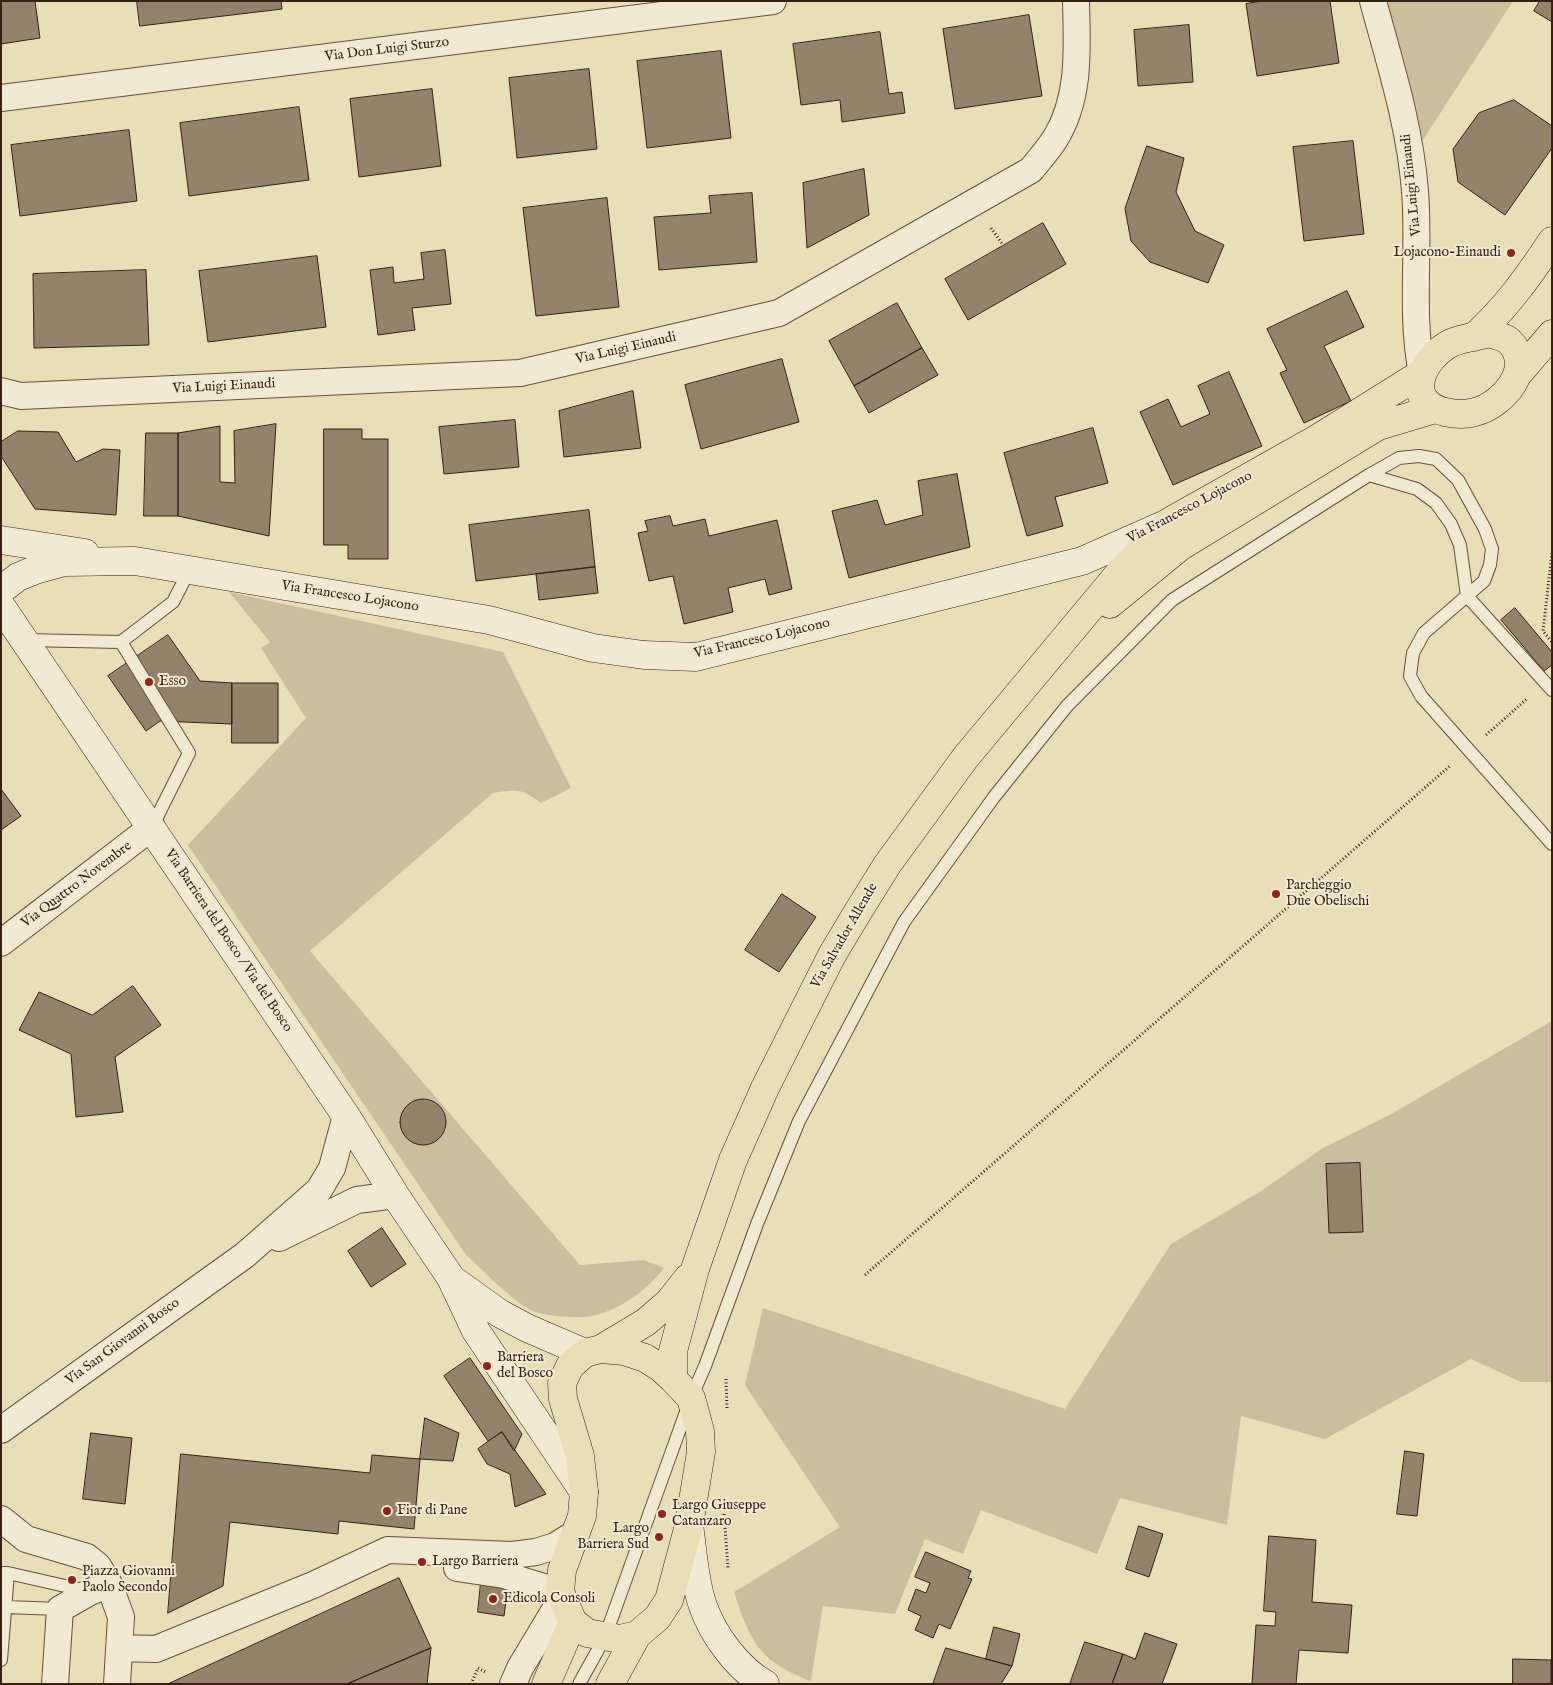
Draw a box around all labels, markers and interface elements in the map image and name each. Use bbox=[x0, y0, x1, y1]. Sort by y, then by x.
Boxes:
street label: Via Don Luigi Sturzo bbox=[324, 34, 450, 66]
street label: Via Luigi Einaudi bbox=[1398, 133, 1426, 237]
place label: Lojacono-Einaudi bbox=[1394, 245, 1501, 261]
marker: Lojacono-Einaudi bbox=[1505, 247, 1517, 259]
street label: Via Luigi Einaudi bbox=[574, 329, 678, 369]
street label: Via Luigi Einaudi bbox=[172, 376, 276, 398]
street label: Via Francesco Lojacono bbox=[1125, 468, 1255, 548]
street label: Via Francesco Lojacono bbox=[280, 578, 420, 616]
street label: Via Francesco Lojacono bbox=[692, 615, 832, 663]
place label: Esso bbox=[159, 674, 186, 690]
marker: Esso bbox=[143, 676, 155, 688]
street label: Via Quattro Novembre bbox=[19, 838, 135, 932]
street label: Via Barriera del Bosco / Via del Bosco bbox=[160, 846, 296, 1036]
place label: Parcheggio Due Obelischi bbox=[1286, 878, 1369, 910]
street label: Via Salvador Allende bbox=[808, 880, 882, 992]
marker: Parcheggio Due Obelischi bbox=[1270, 888, 1282, 900]
street label: Via San Giovanni Bosco bbox=[63, 1295, 183, 1389]
place label: Barriera del Bosco bbox=[497, 1350, 553, 1382]
marker: Barriera del Bosco bbox=[481, 1360, 493, 1372]
place label: Largo Giuseppe Catanzaro bbox=[672, 1498, 766, 1530]
place label: Fior di Pane bbox=[397, 1503, 467, 1519]
marker: Fior di Pane bbox=[381, 1505, 393, 1517]
marker: Largo Giuseppe Catanzaro bbox=[656, 1508, 668, 1520]
place label: Largo Barriera Sud bbox=[577, 1521, 649, 1554]
marker: Largo Barriera Sud bbox=[653, 1531, 665, 1543]
place label: Largo Barriera bbox=[432, 1554, 518, 1570]
marker: Largo Barriera bbox=[416, 1556, 428, 1568]
place label: Piazza Giovanni Paolo Secondo bbox=[82, 1564, 175, 1596]
marker: Piazza Giovanni Paolo Secondo bbox=[66, 1574, 78, 1586]
place label: Edicola Consoli bbox=[503, 1591, 595, 1607]
marker: Edicola Consoli bbox=[487, 1593, 499, 1605]

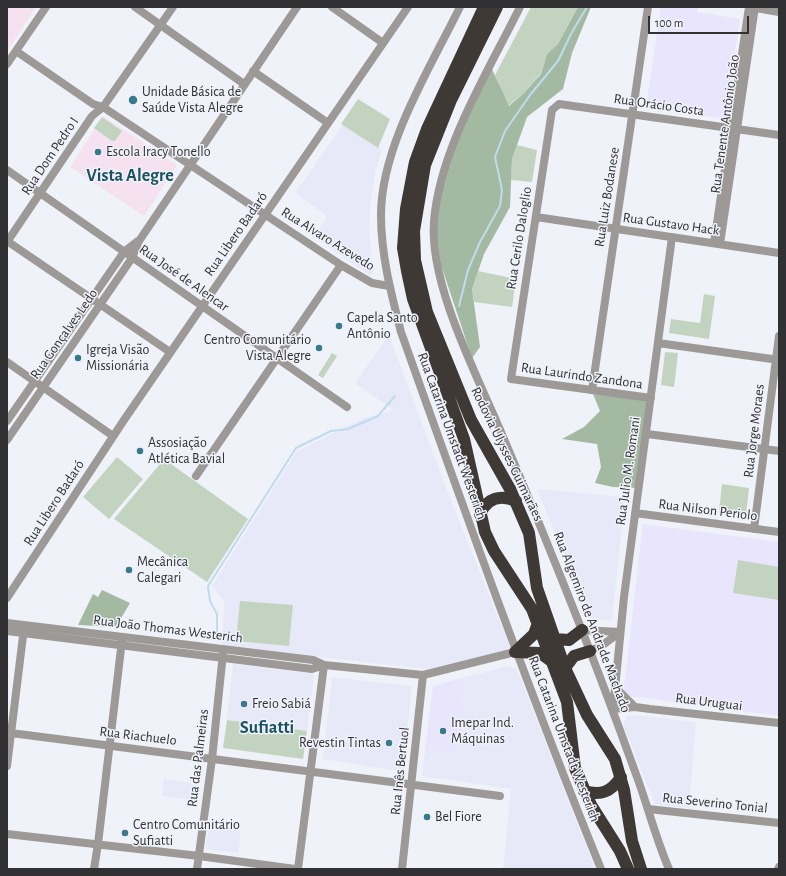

WHAT IS REQUIRED: Copy out each line of the data that has the word "Parcheggio" in it.

REPLY TO THE EXERCISE:
place label: Parcheggio Due Obelischi bbox=[1286, 878, 1369, 910]
marker: Parcheggio Due Obelischi bbox=[1270, 888, 1282, 900]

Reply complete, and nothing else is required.